Leaning back into the more controversial end of misinformation. Some celebrities, social influencers, or public figures pushed the idea that 5G cellular towers either caused or exacerbated COVID-19.
Coda Story’s investigative reporting catalogs numerous celebrities who spread 5G–Covid disinformation, illustrating how this conspiracy gained traction despite scientific debunking. The reach of these messages was large: one study cited from Oxford’s Reuters Institute estimated that politicians, celebrities, and other high-influence figures produced about 20% of all coronavirus misinformation, and that their content accounted for 69% of all social media engagement with misleading COVID-19 content. Everything they were spreading was in fact, false, with much research debunking it.
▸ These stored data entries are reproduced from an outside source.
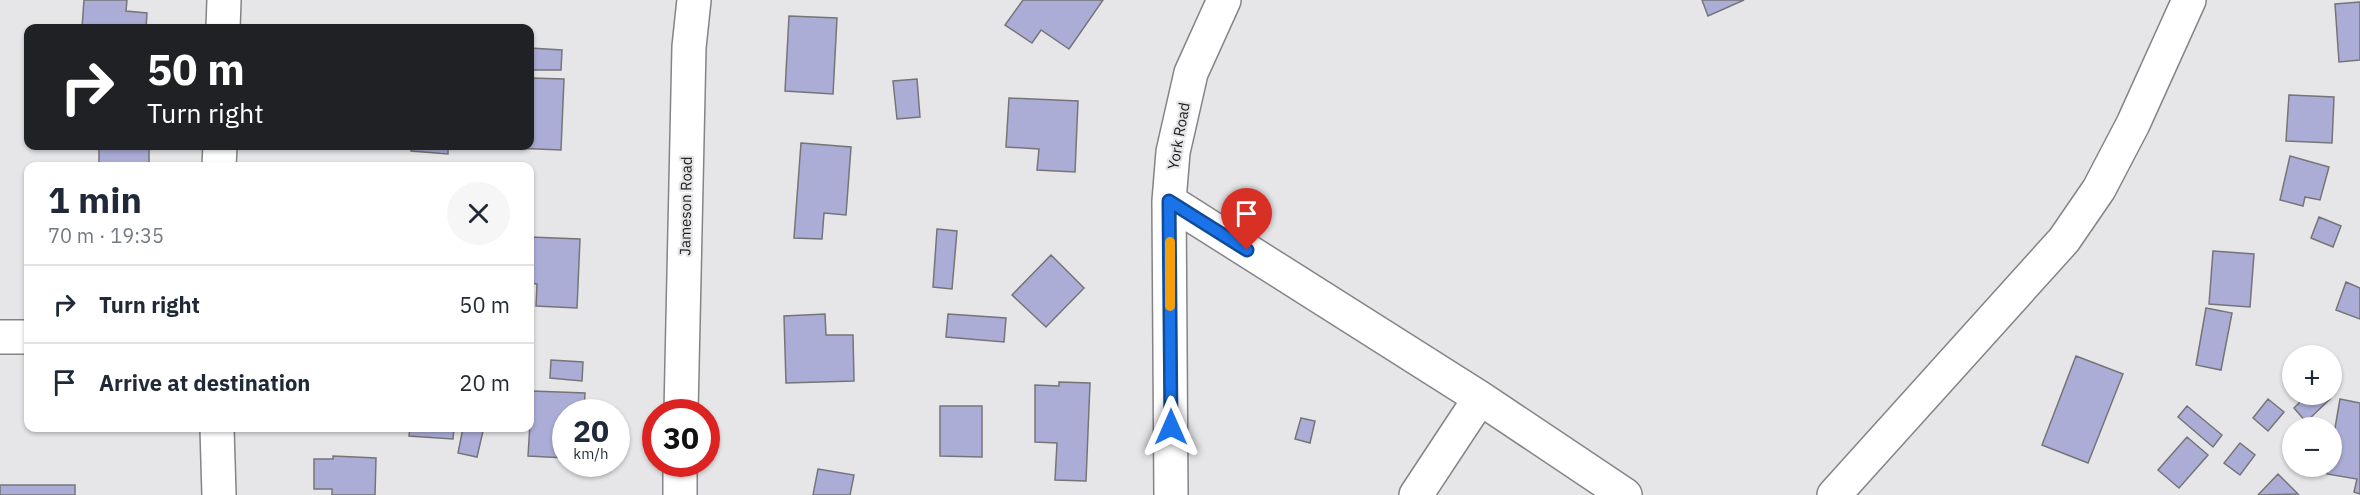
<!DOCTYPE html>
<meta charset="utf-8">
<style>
:root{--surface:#fff;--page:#f6f6f7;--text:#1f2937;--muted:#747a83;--line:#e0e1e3}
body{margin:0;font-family:"IBM Plex Sans",sans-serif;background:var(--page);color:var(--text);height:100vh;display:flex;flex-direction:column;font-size:22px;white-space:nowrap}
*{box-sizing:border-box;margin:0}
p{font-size:20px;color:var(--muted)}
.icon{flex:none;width:33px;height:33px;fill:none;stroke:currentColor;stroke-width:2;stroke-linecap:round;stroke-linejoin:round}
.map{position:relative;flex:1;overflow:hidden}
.panel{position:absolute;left:24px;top:162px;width:510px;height:270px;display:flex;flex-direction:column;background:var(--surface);border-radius:12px;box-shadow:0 2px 4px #0004}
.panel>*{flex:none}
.top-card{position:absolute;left:24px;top:24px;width:510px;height:126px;border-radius:12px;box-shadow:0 2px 4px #0004;background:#202124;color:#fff;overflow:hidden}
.fabs{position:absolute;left:2282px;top:345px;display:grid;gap:12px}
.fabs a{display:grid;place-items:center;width:60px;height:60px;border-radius:50%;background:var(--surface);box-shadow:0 2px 4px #0004;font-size:30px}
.speed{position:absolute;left:552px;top:399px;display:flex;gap:12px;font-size:30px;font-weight:700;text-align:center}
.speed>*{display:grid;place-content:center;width:78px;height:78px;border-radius:50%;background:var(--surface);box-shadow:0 2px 4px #0004;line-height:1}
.speed small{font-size:15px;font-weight:400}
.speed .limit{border:9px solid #d22;background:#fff;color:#111}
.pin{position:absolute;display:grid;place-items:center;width:51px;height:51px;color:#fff;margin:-62px -26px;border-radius:50% 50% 50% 0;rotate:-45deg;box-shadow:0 0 6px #0007}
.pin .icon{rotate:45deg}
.me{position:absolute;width:66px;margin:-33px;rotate:0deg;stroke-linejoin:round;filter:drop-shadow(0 0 4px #0008)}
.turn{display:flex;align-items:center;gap:21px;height:126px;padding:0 24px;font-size:27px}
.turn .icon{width:78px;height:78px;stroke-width:2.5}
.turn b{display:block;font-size:42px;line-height:51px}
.round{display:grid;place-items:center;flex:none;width:63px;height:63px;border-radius:32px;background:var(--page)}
.summary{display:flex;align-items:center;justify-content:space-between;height:102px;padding:0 24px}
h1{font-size:36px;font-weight:700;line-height:45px}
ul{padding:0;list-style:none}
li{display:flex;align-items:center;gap:18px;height:78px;padding:0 24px;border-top:2px solid var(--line)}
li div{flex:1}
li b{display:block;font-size:22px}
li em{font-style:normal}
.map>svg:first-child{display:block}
.building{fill:#acadd7;stroke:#757578;stroke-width:1.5}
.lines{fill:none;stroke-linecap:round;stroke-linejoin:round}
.street-casing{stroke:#848386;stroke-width:36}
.street{stroke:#fff;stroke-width:33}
.route-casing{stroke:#114b97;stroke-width:15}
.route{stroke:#1a73e8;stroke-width:10}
.slow{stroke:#f59e0b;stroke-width:10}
.labels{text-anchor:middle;stroke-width:4.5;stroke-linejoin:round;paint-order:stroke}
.street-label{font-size:15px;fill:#212021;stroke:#e6e5e8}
</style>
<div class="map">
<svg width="2360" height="495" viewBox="0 0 2360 495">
<rect width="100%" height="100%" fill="#e6e5e8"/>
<path class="building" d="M84 0H127L126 11 147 13 146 28H82Z
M1023 0H1103L1069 49 1041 30 1032 43 1005 25Z
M1702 0H1744L1708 16Z
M2360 2V60L2339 62 2335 4Z
M789 16 837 18 833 94 785 91Z
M530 48 562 50 561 70H530Z
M530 78 564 79 561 150 513 148V146H530Z
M917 79 920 117 897 119 893 81Z
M2289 95 2334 97 2332 143 2286 141Z
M1009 98 1078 101 1075 172 1037 170 1039 149 1006 147Z
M801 143 851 147 846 215 824 213 822 239 794 238Z
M99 146H149V166H99Z
M411 146H448V154L411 151Z
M2290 156 2329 167 2320 200 2305 197 2303 206 2280 200Z
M2319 217 2341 226 2333 247 2311 238Z
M937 229 957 231 952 289 933 287Z
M530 237 580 239 577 308 536 306 537 284 530 283Z
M2213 251 2254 254 2250 307 2209 304Z
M1051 255 1084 288 1046 327 1012 295Z
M2346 282 2360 288V319L2336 310Z
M2206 308 2232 313 2221 370 2196 365Z
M825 314 826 335H853L854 381 786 383 784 316Z
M948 314 1006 318 1004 342 946 337Z
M2076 356 2123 374 2088 463 2042 445Z
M551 360 583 362 582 381 550 378Z
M1059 382 1090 383 1086 481 1055 480 1057 443 1035 442V385L1059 386Z
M532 391 585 393 584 412H566V458L528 456Z
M2308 394H2325L2330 399 2306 422 2294 408Z
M2268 399 2284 412 2268 431 2253 418Z
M2340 399 2360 403V494L2354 492 2357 479 2327 474 2328 466H2331V451Z
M940 406H982V457L940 456Z
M2187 406 2222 435 2213 447 2178 417Z
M1301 418 1315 421 1310 443 1295 439Z
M410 428H454L453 439 409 436Z
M463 428 483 431 477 457 458 453Z
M2187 437 2208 455 2179 488 2158 470Z
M2240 443 2255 455 2240 475 2224 463Z
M333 456 376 458 375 495H332V489H314V459H333Z
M818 469 854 475 850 495H813Z
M2278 474 2298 494 2258 495Z
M0 485H75V495H0Z"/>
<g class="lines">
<g class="street-casing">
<path id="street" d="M223 28 224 0
M219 166 220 146
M1169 201 1480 398 1416 495
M0 337H28
M1480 398 1625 495
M681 412 689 47 694 0
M217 428 219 495
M680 495V464
M1171 495 1169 201 1173 152 1191 73 1224 0
M1834 495 2064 240 2099 189 2133 124 2189 0"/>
</g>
<use href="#street" class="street"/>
</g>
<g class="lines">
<g class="route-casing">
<path id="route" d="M1171 427 1169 201 1247 250"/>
</g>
<use href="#route" class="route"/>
<path class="slow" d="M1170 242V306"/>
</g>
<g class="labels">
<g class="street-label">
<text transform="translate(1179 136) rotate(-80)" y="5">York Road</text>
<text transform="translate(686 206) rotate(-89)" y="5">Jameson Road</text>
</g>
</g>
</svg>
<div class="fabs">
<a>+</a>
<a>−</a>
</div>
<div class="speed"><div>20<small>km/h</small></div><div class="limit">30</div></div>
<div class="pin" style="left:1247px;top:250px;background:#d93025"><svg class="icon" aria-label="arrive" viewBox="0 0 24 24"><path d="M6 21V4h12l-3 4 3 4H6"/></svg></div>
<svg class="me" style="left:1171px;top:427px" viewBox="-20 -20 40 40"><path d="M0-17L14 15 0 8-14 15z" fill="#1a73e8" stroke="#fff" stroke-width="4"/></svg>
<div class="top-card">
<div class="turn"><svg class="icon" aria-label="right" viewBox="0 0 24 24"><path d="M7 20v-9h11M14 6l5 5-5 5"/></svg><div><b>50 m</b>Turn right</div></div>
</div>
<section class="panel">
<div class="summary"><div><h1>1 min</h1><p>70 m · 19:35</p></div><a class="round"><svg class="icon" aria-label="close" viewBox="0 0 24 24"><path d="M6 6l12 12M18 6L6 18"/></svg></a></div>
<ul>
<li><svg class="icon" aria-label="right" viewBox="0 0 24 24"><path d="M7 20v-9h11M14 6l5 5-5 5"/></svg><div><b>Turn right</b></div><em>50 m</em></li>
<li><svg class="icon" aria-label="arrive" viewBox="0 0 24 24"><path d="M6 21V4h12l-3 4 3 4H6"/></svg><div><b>Arrive at destination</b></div><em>20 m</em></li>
</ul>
</section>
</div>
UNICEF (Montenegro) published a clear statement: 5G technology does not cause or spread coronavirus and seems driven more by fear, misunderstanding, and distrust than by actual technical or medical issues.
A peer-reviewed article by the National Library of Medicine explicitly reviews the claim and rejects any link between 5G radio waves and COVID-19. The authors note that “viruses don’t propagate via electromagnetic waves, and there is no plausible biological mechanism for such a link.”
A U.S. congressional hearing (documented in House records) addressed disinformation, including allegations surrounding 5G towers and their connection to COVID-19. It highlights the fact that the claim was treated seriously enough by legislators to be officially examined.
When summarizing all of the examples given, there is a simple moral: celebrities provide misinformation for many reasons.
Jenny McCarthy’s original “vaccine causes autism” claim was thoroughly disproven, but it left a plethora of new, equally scary scapegoats, including Tylenol, being the latest example. In both cases, misinformation overstated weak evidence and spread unnecessary fear. SZA is an example of reputation-building through a selective presentation of facts. Claiming or simply implying an Ivy League degree in marine biology, when that is objectively not accurate, misleads fans about credentials and even trustworthiness. The public record officially undermines the earlier narrative. The idea that 5G towers caused or even helped in the development of COVID-19 is perhaps one of the clearest examples: the celebrity’s claims go against basic science about viruses, radiation, and disease. The claim violates basic scientific principles, and all major health institutions reject the link. This is a strong case for how celebrities can amplify pseudoscience to large audiences.
Many celebrity claims don’t hold up under scientific scrutiny or public record. Misinformation helps spread confusion, fear, or false authority. Evaluating claims requires checking original data, peer-reviewed studies, and expert consensus rather than relying on pure fame.
In science, it’s often impossible to prove something objectively to the public, even if it’s completely false. What researchers can do is show when claims go beyond the available evidence. This is especially true in health and medicine, where many complex factors are at play. A weak statistical link is not the same as proving causation. Still, celebrities sometimes make or repeat bold claims before the facts are fully understood, whether because of marketing, controlling their public image, or giving an audience what it wants. So, if you heard nothing else, hear this: please do your own research before you believe a random, possibly harmful fact from a celebrity you trust.